═════ EXERCISE INPUTS
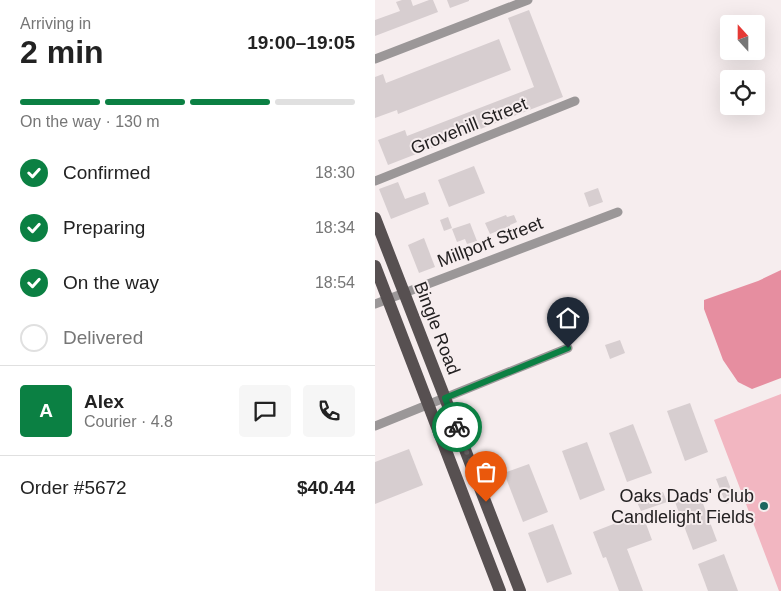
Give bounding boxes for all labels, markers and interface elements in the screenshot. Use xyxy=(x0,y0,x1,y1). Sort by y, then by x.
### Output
text: Arriving in xyxy=(20,15,91,32)
north arrow xyxy=(720,15,765,60)
map controls xyxy=(720,15,765,115)
text: 19:00–19:05 xyxy=(247,32,355,53)
text: 2 min xyxy=(20,34,104,70)
button: locate xyxy=(720,70,765,115)
street label: Grovehill Street xyxy=(408,93,530,159)
text: On the way · 130 m xyxy=(20,113,160,130)
icon: check xyxy=(20,159,48,187)
text: Confirmed xyxy=(63,162,151,183)
text: 18:30 xyxy=(315,164,355,181)
street label: Millport Street xyxy=(435,213,545,271)
icon: check xyxy=(20,214,48,242)
text: Preparing xyxy=(63,217,145,238)
text: 18:34 xyxy=(315,219,355,236)
icon: check xyxy=(20,269,48,297)
text: On the way xyxy=(63,272,159,293)
text: 18:54 xyxy=(315,274,355,291)
street label: Bingle Road xyxy=(410,279,464,377)
pin xyxy=(547,297,589,348)
icon: home xyxy=(554,304,582,332)
text: Delivered xyxy=(63,327,143,348)
button: chat xyxy=(239,385,291,437)
button: phone xyxy=(303,385,355,437)
text: Alex xyxy=(84,391,124,412)
text: A xyxy=(39,400,53,421)
courier xyxy=(432,402,482,452)
text: Courier · 4.8 xyxy=(84,413,173,430)
icon: bike xyxy=(443,413,471,441)
pin xyxy=(465,451,507,502)
icon: bag xyxy=(472,458,500,486)
text: Order #5672 xyxy=(20,477,127,498)
text: $40.44 xyxy=(297,477,355,498)
place label: Oaks Dads' Club Candlelight Fields xyxy=(611,486,754,527)
marker: Oaks Dads' Club Candlelight Fields xyxy=(758,500,770,512)

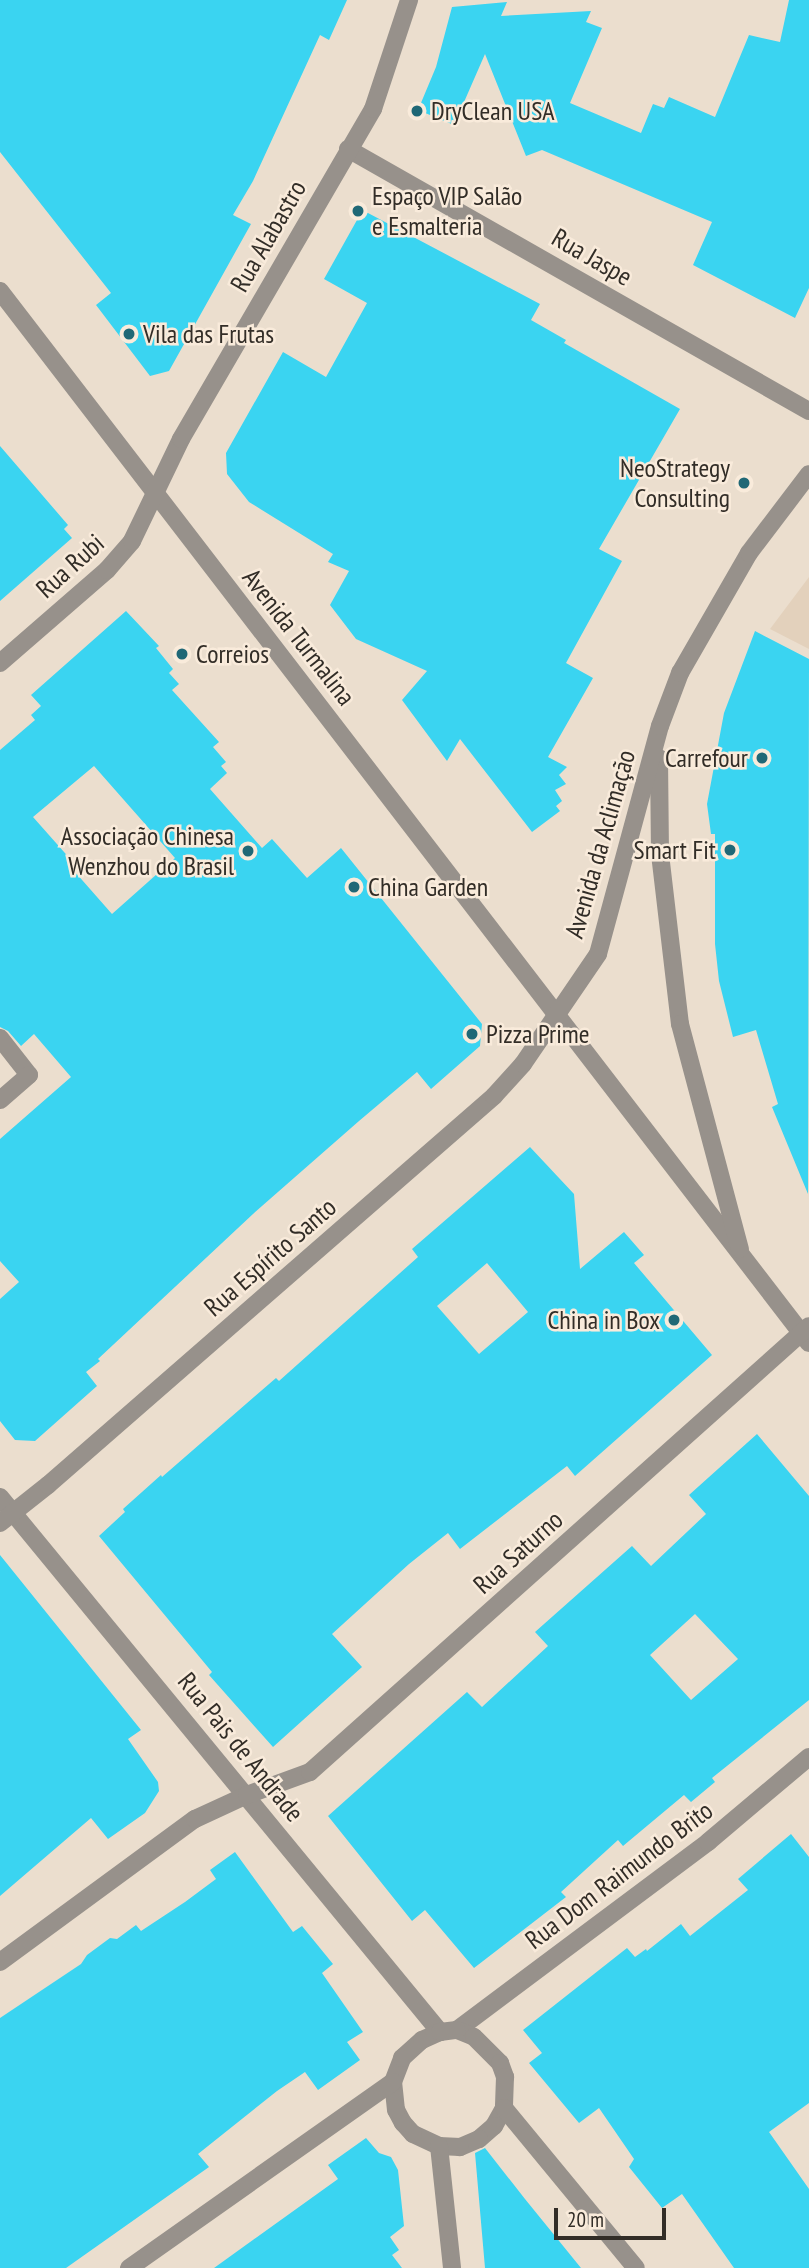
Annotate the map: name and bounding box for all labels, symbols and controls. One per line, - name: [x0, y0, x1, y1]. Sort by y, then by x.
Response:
- place label: DryClean USA: [431, 95, 555, 127]
- marker: DryClean USA: [409, 103, 425, 119]
- street label: Rua Alabastro: [223, 174, 313, 298]
- place label: Espaço VIP Salão e Esmalteria: [372, 180, 524, 242]
- marker: Espaço VIP Salão e Esmalteria: [350, 203, 366, 219]
- street label: Rua Jaspe: [546, 222, 638, 292]
- place label: Vila das Frutas: [143, 318, 274, 350]
- marker: Vila das Frutas: [121, 326, 137, 342]
- place label: NeoStrategy Consulting: [620, 452, 730, 514]
- marker: NeoStrategy Consulting: [736, 475, 752, 491]
- street label: Rua Rubi: [30, 528, 110, 604]
- street label: Avenida Turmalina: [236, 562, 362, 712]
- place label: Correios: [196, 638, 269, 670]
- marker: Correios: [174, 646, 190, 662]
- place label: Carrefour: [665, 742, 748, 774]
- street label: Avenida da Aclimação: [558, 746, 642, 942]
- marker: Carrefour: [754, 750, 770, 766]
- place label: Associação Chinesa Wenzhou do Brasil: [61, 820, 234, 882]
- place label: Smart Fit: [634, 834, 716, 866]
- marker: Smart Fit: [722, 842, 738, 858]
- marker: Associação Chinesa Wenzhou do Brasil: [240, 843, 256, 859]
- place label: China Garden: [368, 871, 488, 903]
- marker: China Garden: [346, 879, 362, 895]
- place label: Pizza Prime: [486, 1018, 589, 1050]
- marker: Pizza Prime: [464, 1026, 480, 1042]
- street label: Rua Espírito Santo: [198, 1191, 342, 1323]
- place label: China in Box: [547, 1304, 660, 1336]
- marker: China in Box: [666, 1312, 682, 1328]
- street label: Rua Saturno: [467, 1504, 569, 1600]
- street label: Rua Pais de Andrade: [171, 1666, 311, 1828]
- street label: Rua Dom Raimundo Brito: [519, 1794, 719, 1956]
- scale bar: [557, 2194, 669, 2238]
- text: 20 m: [567, 2206, 604, 2233]

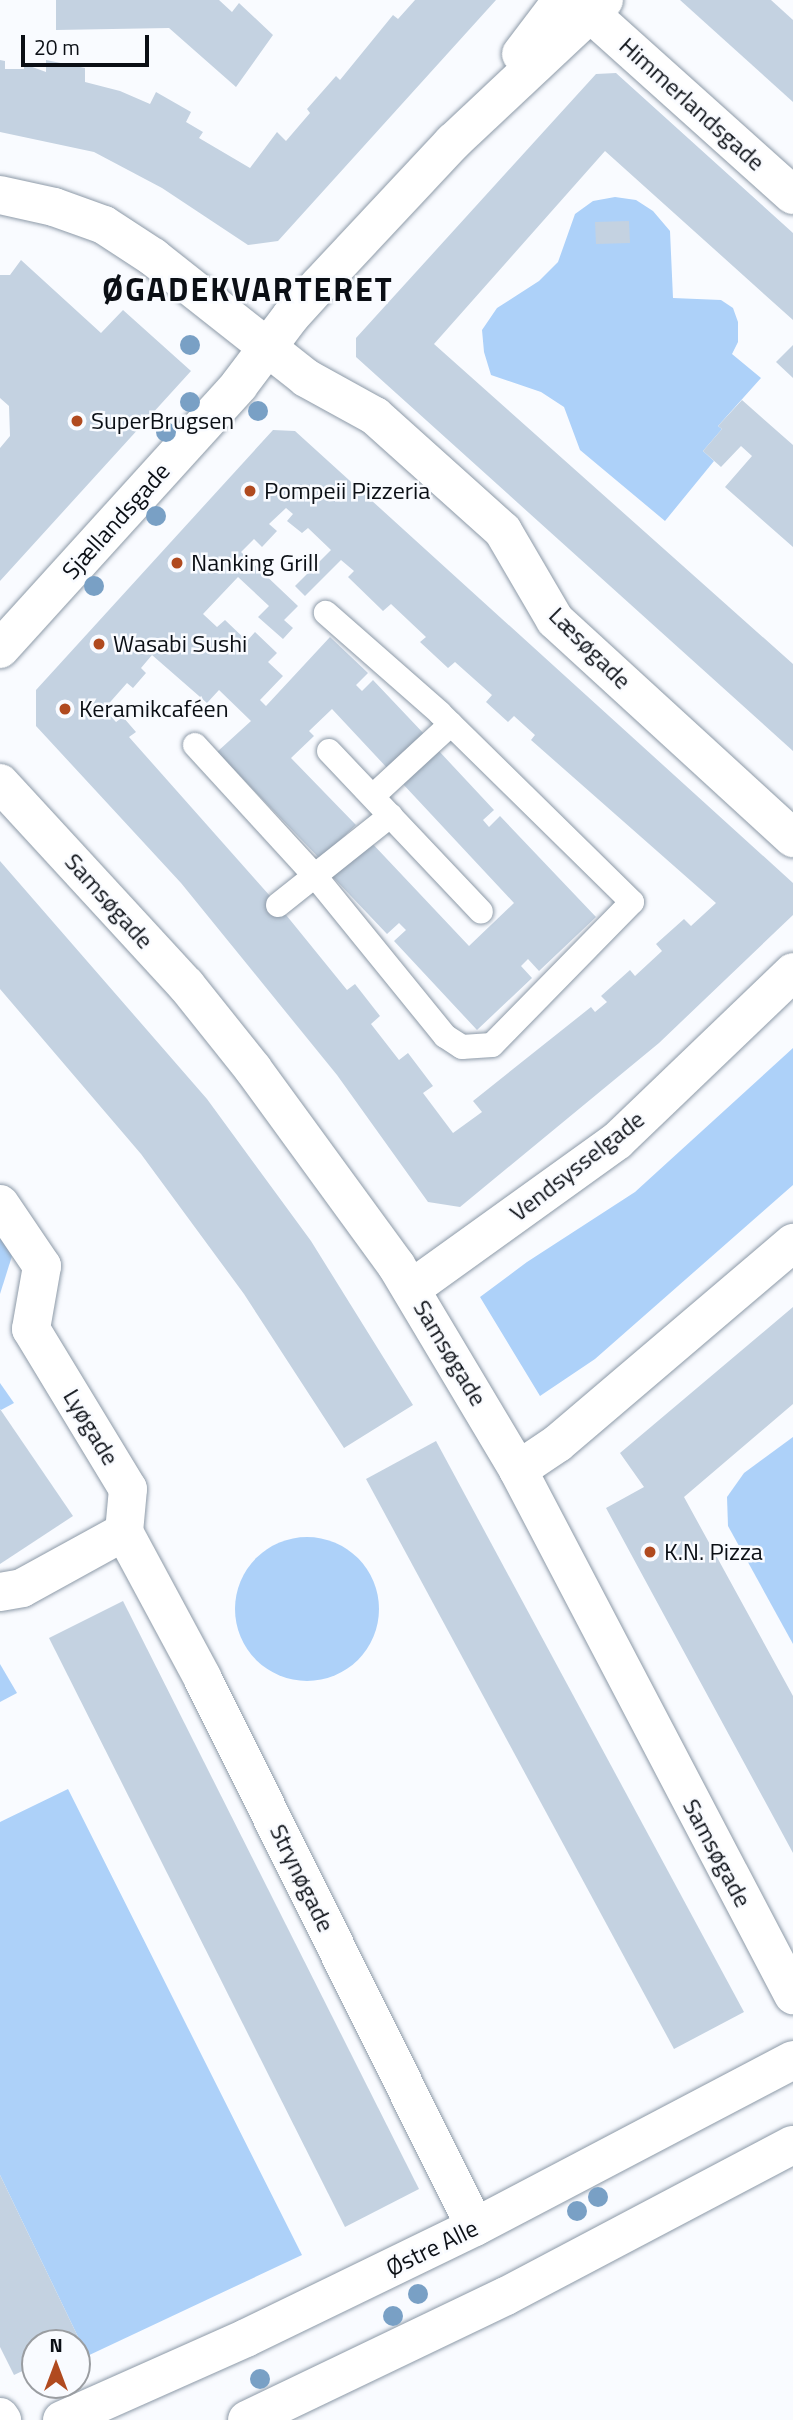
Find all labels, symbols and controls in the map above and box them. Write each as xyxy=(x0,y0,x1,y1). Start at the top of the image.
scale bar xyxy=(24,21,152,65)
text: 20 m xyxy=(34,31,80,63)
street label: Himmerlandsgade xyxy=(613,31,771,177)
district label: ØGADEKVARTERET xyxy=(104,270,392,308)
place label: SuperBrugsen xyxy=(91,407,234,435)
marker: SuperBrugsen xyxy=(69,413,85,429)
street label: Sjællandsgade xyxy=(56,457,176,585)
place label: Pompeii Pizzeria xyxy=(264,477,430,505)
marker: Pompeii Pizzeria xyxy=(242,483,258,499)
place label: Nanking Grill xyxy=(191,549,319,577)
marker: Nanking Grill xyxy=(169,555,185,571)
street label: Læsøgade xyxy=(543,601,637,695)
place label: Wasabi Sushi xyxy=(113,630,247,658)
marker: Wasabi Sushi xyxy=(91,636,107,652)
place label: Keramikcaféen xyxy=(79,695,229,723)
marker: Keramikcaféen xyxy=(57,701,73,717)
street label: Samsøgade xyxy=(59,847,159,955)
street label: Vendsysselgade xyxy=(504,1105,650,1227)
street label: Samsøgade xyxy=(407,1295,493,1411)
street label: Lyøgade xyxy=(57,1384,125,1470)
place label: K.N. Pizza xyxy=(664,1538,763,1566)
marker: K.N. Pizza xyxy=(642,1544,658,1560)
street label: Samsøgade xyxy=(677,1794,757,1912)
street label: Strynøgade xyxy=(264,1820,340,1936)
street label: Østre Alle xyxy=(381,2213,483,2283)
north arrow xyxy=(21,2329,91,2399)
text: N xyxy=(49,2330,63,2359)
══════════
[WHAT IS REQUIRED]:
Each line above should be written out again exactly, without any image.

[SOLUTION FOR THIS TASK]:
Give bounding boxes for all labels, markers and interface elements in the screenshot. Use xyxy=(x0,y0,x1,y1). Sort by y, then by x.
### Output
text: Arriving in xyxy=(20,15,91,32)
north arrow xyxy=(720,15,765,60)
map controls xyxy=(720,15,765,115)
text: 19:00–19:05 xyxy=(247,32,355,53)
text: 2 min xyxy=(20,34,104,70)
button: locate xyxy=(720,70,765,115)
street label: Grovehill Street xyxy=(408,93,530,159)
text: On the way · 130 m xyxy=(20,113,160,130)
icon: check xyxy=(20,159,48,187)
text: Confirmed xyxy=(63,162,151,183)
text: 18:30 xyxy=(315,164,355,181)
street label: Millport Street xyxy=(435,213,545,271)
icon: check xyxy=(20,214,48,242)
text: Preparing xyxy=(63,217,145,238)
text: 18:34 xyxy=(315,219,355,236)
icon: check xyxy=(20,269,48,297)
text: On the way xyxy=(63,272,159,293)
text: 18:54 xyxy=(315,274,355,291)
street label: Bingle Road xyxy=(410,279,464,377)
pin xyxy=(547,297,589,348)
icon: home xyxy=(554,304,582,332)
text: Delivered xyxy=(63,327,143,348)
button: chat xyxy=(239,385,291,437)
button: phone xyxy=(303,385,355,437)
text: Alex xyxy=(84,391,124,412)
text: A xyxy=(39,400,53,421)
courier xyxy=(432,402,482,452)
text: Courier · 4.8 xyxy=(84,413,173,430)
icon: bike xyxy=(443,413,471,441)
pin xyxy=(465,451,507,502)
icon: bag xyxy=(472,458,500,486)
text: Order #5672 xyxy=(20,477,127,498)
text: $40.44 xyxy=(297,477,355,498)
place label: Oaks Dads' Club Candlelight Fields xyxy=(611,486,754,527)
marker: Oaks Dads' Club Candlelight Fields xyxy=(758,500,770,512)

Annotate the map: name and bounding box for all labels, symbols and controls. One per line, - name: [x0, y0, x1, y1]. Sort by y, then by x.
Response:
- place label: DryClean USA: [431, 95, 555, 127]
- marker: DryClean USA: [409, 103, 425, 119]
- street label: Rua Alabastro: [223, 174, 313, 298]
- place label: Espaço VIP Salão e Esmalteria: [372, 180, 524, 242]
- marker: Espaço VIP Salão e Esmalteria: [350, 203, 366, 219]
- street label: Rua Jaspe: [546, 222, 638, 292]
- place label: Vila das Frutas: [143, 318, 274, 350]
- marker: Vila das Frutas: [121, 326, 137, 342]
- place label: NeoStrategy Consulting: [620, 452, 730, 514]
- marker: NeoStrategy Consulting: [736, 475, 752, 491]
- street label: Rua Rubi: [30, 528, 110, 604]
- street label: Avenida Turmalina: [236, 562, 362, 712]
- place label: Correios: [196, 638, 269, 670]
- marker: Correios: [174, 646, 190, 662]
- place label: Carrefour: [665, 742, 748, 774]
- street label: Avenida da Aclimação: [558, 746, 642, 942]
- marker: Carrefour: [754, 750, 770, 766]
- place label: Associação Chinesa Wenzhou do Brasil: [61, 820, 234, 882]
- place label: Smart Fit: [634, 834, 716, 866]
- marker: Smart Fit: [722, 842, 738, 858]
- marker: Associação Chinesa Wenzhou do Brasil: [240, 843, 256, 859]
- place label: China Garden: [368, 871, 488, 903]
- marker: China Garden: [346, 879, 362, 895]
- place label: Pizza Prime: [486, 1018, 589, 1050]
- marker: Pizza Prime: [464, 1026, 480, 1042]
- street label: Rua Espírito Santo: [198, 1191, 342, 1323]
- place label: China in Box: [547, 1304, 660, 1336]
- marker: China in Box: [666, 1312, 682, 1328]
- street label: Rua Saturno: [467, 1504, 569, 1600]
- street label: Rua Pais de Andrade: [171, 1666, 311, 1828]
- street label: Rua Dom Raimundo Brito: [519, 1794, 719, 1956]
- scale bar: [557, 2194, 669, 2238]
- text: 20 m: [567, 2206, 604, 2233]

Find all labels, symbols and controls in the map above and box them. Write each as xyxy=(x0,y0,x1,y1). Start at the top of the image.
scale bar xyxy=(24,21,152,65)
text: 20 m xyxy=(34,31,80,63)
street label: Himmerlandsgade xyxy=(613,31,771,177)
district label: ØGADEKVARTERET xyxy=(104,270,392,308)
place label: SuperBrugsen xyxy=(91,407,234,435)
marker: SuperBrugsen xyxy=(69,413,85,429)
street label: Sjællandsgade xyxy=(56,457,176,585)
place label: Pompeii Pizzeria xyxy=(264,477,430,505)
marker: Pompeii Pizzeria xyxy=(242,483,258,499)
place label: Nanking Grill xyxy=(191,549,319,577)
marker: Nanking Grill xyxy=(169,555,185,571)
street label: Læsøgade xyxy=(543,601,637,695)
place label: Wasabi Sushi xyxy=(113,630,247,658)
marker: Wasabi Sushi xyxy=(91,636,107,652)
place label: Keramikcaféen xyxy=(79,695,229,723)
marker: Keramikcaféen xyxy=(57,701,73,717)
street label: Samsøgade xyxy=(59,847,159,955)
street label: Vendsysselgade xyxy=(504,1105,650,1227)
street label: Samsøgade xyxy=(407,1295,493,1411)
street label: Lyøgade xyxy=(57,1384,125,1470)
place label: K.N. Pizza xyxy=(664,1538,763,1566)
marker: K.N. Pizza xyxy=(642,1544,658,1560)
street label: Samsøgade xyxy=(677,1794,757,1912)
street label: Strynøgade xyxy=(264,1820,340,1936)
street label: Østre Alle xyxy=(381,2213,483,2283)
north arrow xyxy=(21,2329,91,2399)
text: N xyxy=(49,2330,63,2359)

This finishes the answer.